Her smile was bright. "What condition?"
"That you promise not to set out alone if a wagon train cannot be found. You don't know the hazards of the trail, nor would you be able to find your way with any degree of safety. California's a long, long way away."
She rose and hugged him. "I promise, I promise!" Her lips found his cheek. "Oh, Raymond you are the most dear, sweet, wonderful-"
"There you are," Esther's strident voice called.
Glee broke away from Raymond and stood at his side as Esther and Hamilton approached through the grass.

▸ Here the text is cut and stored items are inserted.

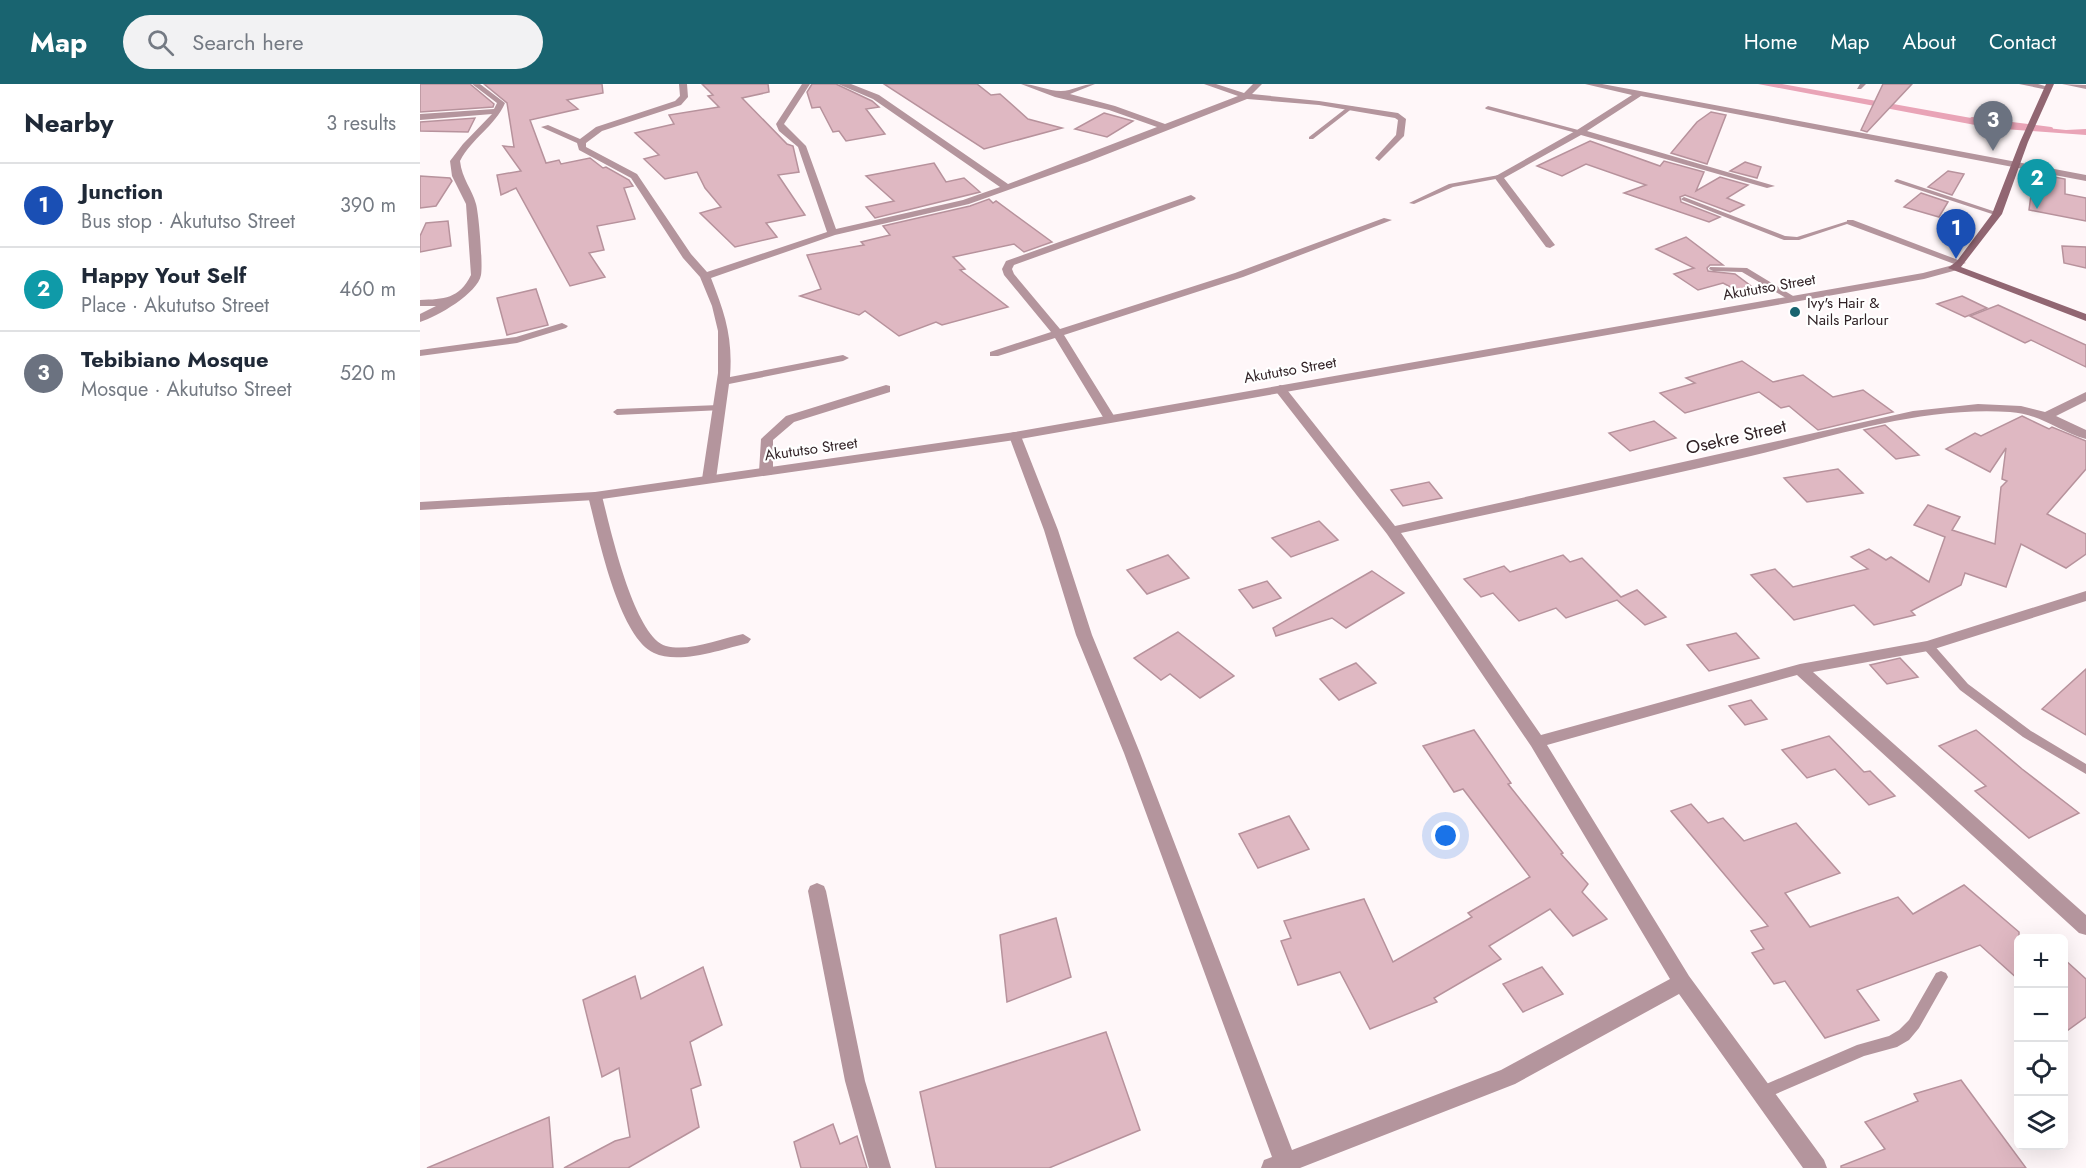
<!DOCTYPE html>
<meta charset="utf-8">
<style>
:root{--surface:#fff;--page:#f2f2f3;--text:#1f2937;--muted:#747a83;--line:#e0e1e3;--accent:#196470}
body{margin:0;font-family:Jost,sans-serif;background:var(--page);color:var(--text)}
.controls{position:absolute;right:18px;bottom:18px;display:grid;overflow:hidden;border-radius:9px;box-shadow:0 6px 24px #0002}
.controls button{width:54px;height:54px;display:grid;place-items:center;padding:0;border:0;border-bottom:2px solid var(--line);background:var(--surface);color:var(--text);font:30px sans-serif}
.you{position:absolute;left:1026px;top:752px;width:21px;height:21px;margin:-15px;border:4px solid #fff;border-radius:50%;background:#1a73e8;box-shadow:0 0 0 9px #1a73e833}
.badge{display:grid;place-items:center;width:39px;height:39px;border-radius:50%;background:var(--accent);color:#fff;font-size:20px;font-weight:700}
.pin{position:absolute;translate:-50% -50px;filter:drop-shadow(0 2px 3px #0008)}
.pin::after{content:'';position:absolute;top:32px;width:21px;height:18px;background:inherit;clip-path:polygon(0 0,100% 0,50% 100%)}
.list{margin:0;padding:0;list-style:none}
h2{display:flex;justify-content:space-between;align-items:center;height:78px;margin:0;padding:0 24px;font-size:26px}
h2 small{font-size:20px;font-weight:400;color:var(--muted)}
.list li{display:grid;grid-template-columns:39px 1fr auto;gap:18px;align-items:center;box-sizing:border-box;height:84px;padding:0 24px;border-top:2px solid var(--line)}
.list b{display:block;font-size:22px;white-space:nowrap}
.list p{margin:0;font-size:20px;white-space:nowrap;color:var(--muted)}
.list em{font-size:20px;font-style:normal;color:var(--muted)}
.icon{flex:none;width:33px;height:33px;fill:none;stroke:currentColor;stroke-width:2;stroke-linecap:round;stroke-linejoin:round}
.map{position:relative;flex:none;width:1666px;height:1084px;overflow:hidden}
header{display:flex;align-items:center;gap:36px;box-sizing:border-box;height:84px;padding:0 30px;background:var(--accent);color:#fff}
header strong{font-size:28px}
nav{display:flex;gap:33px;margin-inline-start:auto;font-size:21px}
.search{width:420px;height:54px;background:var(--page);display:flex;align-items:center;gap:15px;box-sizing:border-box;padding:0 21px;border-radius:33px;color:var(--muted);font-size:22px}
main{display:flex}
aside{flex:1;background:var(--surface)}
.map>svg:first-child{display:block}
.water{fill:#e9a4b7}
.lines{fill:none;stroke-linecap:round;stroke-linejoin:round}
.stream{stroke:#e9a4b7;stroke-width:4}
.building{fill:#dfb8c2;stroke:#b7929c;stroke-width:1.5}
.service{fill:#b4959d;fill-rule:evenodd}
.minor{fill:#b4959d;fill-rule:evenodd}
.tertiary{fill:#b4959d;fill-rule:evenodd}
.secondary{fill:#916672;fill-rule:evenodd}
.poi-dot{fill:#196470;stroke:#fff;stroke-width:2}
.labels{text-anchor:middle;dominant-baseline:central;stroke-width:4.5;stroke-linejoin:round;paint-order:stroke}
.far-street-label{font-size:15px;fill:#312226;stroke:#fff}
.far-poi-label{font-size:15px;fill:#312226;stroke:#fff;text-anchor:start}
.street-label{font-size:18px;fill:#312226;stroke:#fff}
</style>
<header>
<strong>Map</strong>
<div class="search"><svg class="icon" aria-label="search" viewBox="0 0 24 24"><circle cx="10" cy="10" r="6"/><path d="M15 15l6 6"/></svg>Search here</div>
<nav><a>Home</a><a>Map</a><a>About</a><a>Contact</a></nav>
</header>
<main>
<aside>
<h2>Nearby<small>3 results</small></h2>
<ul class="list">
<li><span class="badge" style="background:#1a4fb4">1</span><div><b>Junction</b><p>Bus stop · Akututso Street</p></div><em>390 m</em></li>
<li><span class="badge" style="background:#0f9aa8">2</span><div><b>Happy Yout Self</b><p>Place · Akututso Street</p></div><em>460 m</em></li>
<li><span class="badge" style="background:#6b7280">3</span><div><b>Tebibiano Mosque</b><p>Mosque · Akututso Street</p></div><em>520 m</em></li>
</ul>
</aside>
<div class="map">
<svg width="1666" height="1084" viewBox="0 0 1666 1084">
<rect width="100%" height="100%" fill="#fff7f9"/>
<path class="water" d="M1338 0H1362L1579 39 1646 46 1666 45V51L1571 44Z"/>
<g class="lines">
<path class="stream" d="M1552 35 1631 45"/>
</g>
<g class="building">
<path d="M0 0H50L74 20 73 23 0 28Z"/>
<path d="M64 0H182L183 9 147 16 158 25 110 36 126 79 139 76 141 80 170 74 183 84 186 83 209 96 213 102 204 104 215 135 177 142 184 166 169 169 185 193 150 202 96 104 81 111 77 91 101 87 83 62 94 63 87 19Z"/>
<path d="M282 0H348L349 8 322 14 367 60 373 62 379 88 358 91 385 131 346 139 357 153 315 163 280 129 301 123 285 104 277 88 245 95 224 75 239 71 215 49 254 40 249 31 299 23 288 12 293 11Z"/>
<path d="M392 0H416L452 17 459 23 446 25 465 50 426 57 419 47 413 48 400 23 392 24 387 8Z"/>
<path d="M464 0H557L571 11 580 10 608 35 642 44 564 65Z"/>
<path d="M1463 0H1492L1447 48 1441 46Z"/>
<path d="M1291 28 1306 31 1287 80 1251 69 1277 38Z"/>
<path d="M684 29 713 37 687 53 655 45Z"/>
<path d="M55 34 48 48 0 47V38Z"/>
<path d="M1170 57 1240 82 1244 77 1284 88 1276 107 1300 93 1328 101 1307 114 1324 121 1310 128 1265 111 1260 113 1261 118 1300 133 1289 138 1204 109 1226 101 1166 80 1142 92 1117 82Z"/>
<path d="M1325 78 1341 83 1337 94 1310 87Z"/>
<path d="M514 79 526 98 544 94 560 108 455 134 446 123 474 117 446 92Z"/>
<path d="M1528 87 1544 90 1532 111 1508 103Z"/>
<path d="M1614 89 1645 95V110L1666 114V137L1609 126Z"/>
<path d="M0 92 30 94 32 97 16 122 0 124Z"/>
<path d="M1501 109 1528 118 1519 133 1484 123Z"/>
<path d="M569 115 573 119 576 117 632 158 604 168 594 160 533 173 545 185 540 186 588 223 522 241 516 238 479 252 445 227 439 231 380 212 401 205 387 171 444 161 441 158 470 151 463 142 550 122Z"/>
<path d="M28 137 31 162 0 168V152L6 139Z"/>
<path d="M1266 153 1303 181H1290L1287 184 1288 187 1315 190 1331 202 1326 211 1303 199 1278 206 1254 190 1274 184 1236 165Z"/>
<path d="M1642 162 1666 163V184L1644 179Z"/>
<path d="M116 205 128 241 87 251 77 214Z"/>
<path d="M1542 212 1567 224 1545 233 1517 220Z"/>
<path d="M1578 221 1666 261V283L1611 256 1605 259 1550 232Z"/>
<path d="M1322 277 1353 298 1383 291 1413 313 1443 306 1473 328 1398 346 1369 322 1361 324 1339 308 1265 329 1240 309 1275 299 1266 294Z"/>
<path d="M1602 332 1629 345 1632 343 1666 357V385L1627 430 1666 450V470L1646 484 1601 460 1586 503 1545 489 1541 501 1491 527 1495 531 1454 541 1434 521 1374 536 1331 491 1355 485 1373 503 1448 485 1431 473 1449 465 1466 476 1471 473 1509 498 1525 453 1494 441 1508 421 1540 433 1532 446 1575 460 1581 403 1587 397 1582 395 1586 364 1570 388 1526 365 1555 349 1561 352Z"/>
<path d="M1234 337 1256 354 1210 367 1189 349Z"/>
<path d="M1465 341 1499 371 1476 375 1444 346Z"/>
<path d="M1418 385 1443 409 1387 418 1364 394Z"/>
<path d="M1009 398 1022 414 983 422 971 406Z"/>
<path d="M899 437 918 456 871 473 852 454Z"/>
<path d="M748 471 769 494 727 510 707 486Z"/>
<path d="M1143 471 1150 478 1162 474 1201 513 1217 506 1246 533 1225 541 1197 516 1146 534 1136 524 1099 537 1073 509 1061 513 1044 495 1084 482 1090 488Z"/>
<path d="M952 487 984 509 926 544 912 534 856 552 853 544Z"/>
<path d="M847 497 861 514 833 524 819 506Z"/>
<path d="M758 548 814 592 780 614 750 590 741 596 714 574Z"/>
<path d="M1316 549 1339 574 1289 587 1267 561Z"/>
<path d="M1480 574 1498 593 1467 600 1450 581Z"/>
<path d="M936 579 956 599 919 616 900 595Z"/>
<path d="M1666 585V651L1622 625Z"/>
<path d="M1331 616 1347 635 1325 641 1309 622Z"/>
<path d="M1054 646 1091 699 1088 700 1143 769 1141 770 1168 800 1162 808 1187 835 1153 852 1130 825 1069 862 1081 875 1014 914 1017 918 950 945 920 888 878 901 861 857 871 854 864 837 944 815 973 878 1052 833 1048 829 1110 793 1043 705 1034 708 1003 662Z"/>
<path d="M1556 646 1602 685 1659 729 1609 754 1555 707 1566 702 1519 662Z"/>
<path d="M1409 652 1444 688 1450 687 1475 712 1449 721 1415 685 1387 694 1362 666Z"/>
<path d="M1271 720 1288 739 1303 734 1324 757 1376 739 1420 789 1365 809 1390 843 1478 813 1493 830 1544 801 1599 848V896L1560 861 1437 906 1459 936 1405 954 1365 897 1354 900 1332 869 1344 865 1331 847 1348 842 1251 727Z"/>
<path d="M869 732 889 765 838 784 819 750Z"/>
<path d="M636 834 651 893 587 918 580 851Z"/>
<path d="M1644 875 1666 895V933L1644 949Z"/>
<path d="M283 883 302 941 270 958 281 1001 271 1005 279 1043 208 1084H144L195 1057 210 1053 199 984 182 993 163 916 215 892 221 915Z"/>
<path d="M1122 883 1143 910 1103 928 1083 900Z"/>
<path d="M686 948 720 1046 629 1084H516L500 1008Z"/>
<path d="M1541 996 1606 1084H1421V1082L1465 1065 1445 1038 1498 1017 1494 1010Z"/>
<path d="M129 1033 133 1084H7Z"/>
<path d="M413 1040 420 1060 437 1052 447 1084H381L374 1058Z"/>
</g>
<g class="lines">
<g class="service">
<path d="M1440 0H1446L1441 5H1437Z"/>
<path d="M929 22 934 23 893 55H889V53Z"/>
<path d="M1068 22 1162 47 1163 48 1160 50 1066 25 1065 24Z"/>
<path d="M1079 91 1082 93 1081 94 1033 103 994 120 989 119 1029 100Z"/>
<path d="M1477 95 1579 129 1580 130 1575 131 1475 98 1474 97Z"/>
<path d="M1264 113 1365 152 1377 153 1428 137 1433 138 1379 156H1364L1262 116 1261 115Z"/>
<path d="M1290 183 1327 184 1378 215 1371 217 1322 188 1293 187 1289 185Z"/>
<path d="M299 321 302 322V326L197 331 193 328 197 325Z"/>
<path d="M1508 558 1512 559 1548 600 1611 647 1666 680V690L1603 653 1540 606 1504 565 1503 562Z"/>
<path d="M1521 887 1526 889 1528 893 1499 944 1489 956 1477 963 1444 972 1342 1016 1337 1014 1335 1009 1337 1004 1437 961 1469 952 1479 946 1489 936 1516 889Z"/>
</g>
<g class="minor">
<path d="M52 0H60L85 19C75 42 52 54 40 77 42 95 52 105 56 120 59 131 63 181 61 191 58 209 17 233 0 238V230L16 222H0V216C24 215 39 215 51 191L46 120 32 92 30 77 43 60 72 30 0 36V30L74 25 77 19Z"/>
<path d="M259 0H267L268 13 261 21 182 47 166 59V63L217 90 271 170 287 188 407 148 378 63 359 47 356 40 382 0H390L364 40 386 62 416 145 543 116 580 103 453 15 418 0H431L459 11 588 100 737 43 689 26 635 13 601 0C615 0 628 7 641 7 652 7 662 0 675 0L650 10 695 22 745 40 818 12 784 0H796L824 9 833 0H842L832 10 899 17 978 29 986 35 984 52 959 77 955 74 976 51 978 36 975 34 899 21 827 15 667 78 549 120 415 151 291 194C305 230 313 253 310 293L423 271 429 274 423 277 309 300 296 395 289 399 282 395 298 289V247L292 222 280 193 263 174 211 94 159 66 157 59 121 43 128 41 160 55 176 43 255 17 260 12Z"/>
<path d="M1165 0H1182L1220 7 1666 91V97L1221 12 1167 47 1355 102 1347 104 1161 51 1084 94 1135 161 1130 164 1126 163 1074 93 1157 46 1212 11Z"/>
<path d="M1599 0H1618L1632 4 1628 6Z"/>
<path d="M1642 0 1666 1V5Z"/>
<path d="M771 111 776 114 774 116 594 181 592 185 594 190 640 245 815 189 964 134 972 136 823 193 644 251 696 335 694 338H686L635 254 578 272H570V268L631 248 584 191 582 185 586 177Z"/>
<path d="M1427 136H1433L1546 179 1537 181 1427 140Z"/>
<path d="M142 239 148 242 146 244 97 259 0 272V266L96 253Z"/>
<path d="M466 301 470 302V308L374 338 353 356V388L351 391H341L339 388 341 355 366 332Z"/>
<path d="M860 301 864 302 975 442 1493 327 1558 320 1601 322 1625 328 1666 308V317L1636 332 1666 346V355C1639 348 1621 330 1590 328 1502 322 1415 352 1331 372 1215 399 1097 424 981 449L1121 651 1380 580 1507 557 1666 507V517L1508 567 1393 588 1666 831V851L1659 849 1377 591 1127 661 1269 892 1404 1076 1407 1084H1383L1259 910 1095 1000 880 1084H841L844 1076 852 1073 704 669 656 551 624 446 589 352 591 349 595 348 601 352 638 446 672 551 720 669 872 1066 1081 986 1250 895 1111 662 967 450 854 305Z"/>
<path d="M175 408 182 412C190 443 214 553 246 562 269 568 300 555 323 550L331 555 328 559C304 565 258 581 234 569 198 552 178 450 168 412Z"/>
<path d="M397 799 404 802 406 807 445 997 471 1084H449L425 997 388 807 390 802Z"/>
</g>
<path class="tertiary" d="M1533 181 1538 184 1537 186 1504 195 595 356 175 416 0 426V418L175 408 595 348 1503 189Z"/>
<path class="secondary" d="M1626 0H1634L1608 58 1582 130 1541 183 1666 230V237L1528 184 1537 177 1572 130 1600 58Z"/>
</g>
<circle class="poi-dot" cx="1375" cy="228" r="6"/>
<g class="labels">
<g class="far-street-label">
<text transform="translate(1349 203) rotate(-10)">Akututso Street</text>
<text transform="translate(870 286) rotate(-10)">Akututso Street</text>
<text transform="translate(391 365) rotate(-8)">Akututso Street</text>
</g>
<g class="far-poi-label">
<text x="1387" y="219">Ivy's Hair &amp;<tspan x="1387" dy="17">Nails Parlour</tspan></text>
</g>
<g class="street-label">
<text transform="translate(1316 353) rotate(-13)">Osekre Street</text>
</g>
</g>
</svg>
<div class="controls">
<button>+</button>
<button>−</button>
<button><svg class="icon" aria-label="locate" viewBox="0 0 24 24"><circle cx="12" cy="12" r="6"/><path d="M12 2v4M12 18v4M2 12h4M18 12h4"/></svg></button>
<button><svg class="icon" aria-label="layers" viewBox="0 0 24 24"><path d="M12 4l9 5-9 5-9-5zM3 14l9 5 9-5"/></svg></button>
</div>
<div class="you"></div>
<div class="pin badge" style="left:1536px;top:175px;background:#1a4fb4">1</div>
<div class="pin badge" style="left:1617px;top:125px;background:#0f9aa8">2</div>
<div class="pin badge" style="left:1573px;top:67px;background:#6b7280">3</div>
</div>
</main>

"Up to no good, too!" Esther held up Glee's stockings and shoes. "Wait until I tell Mother, Raymond." Her blue gaze narrowed on Glee. "What have you been doing to my brother, you, you, seductress?"
Glee returned her spectacles to her nose and looked down at Esther with contempt. "If you would pull your mind out of the gutter for a brief moment, Esther, you might learn a thing or two. We've been having a conversation, if you must know." She grabbed her discarded footwear and sat down to put them on.
Esther watched Glee begin to pull a cotton stocking up a very shapely leg and realized, with proper horror, that her heathen cousin would be exposing that smooth limb past the knee. "Oh, you are outrageous!" The dark haired girl turned to Hamilton Cage and pressed her hand over his eyes. "Don't look Hamilton! She's only trying to get to you, too."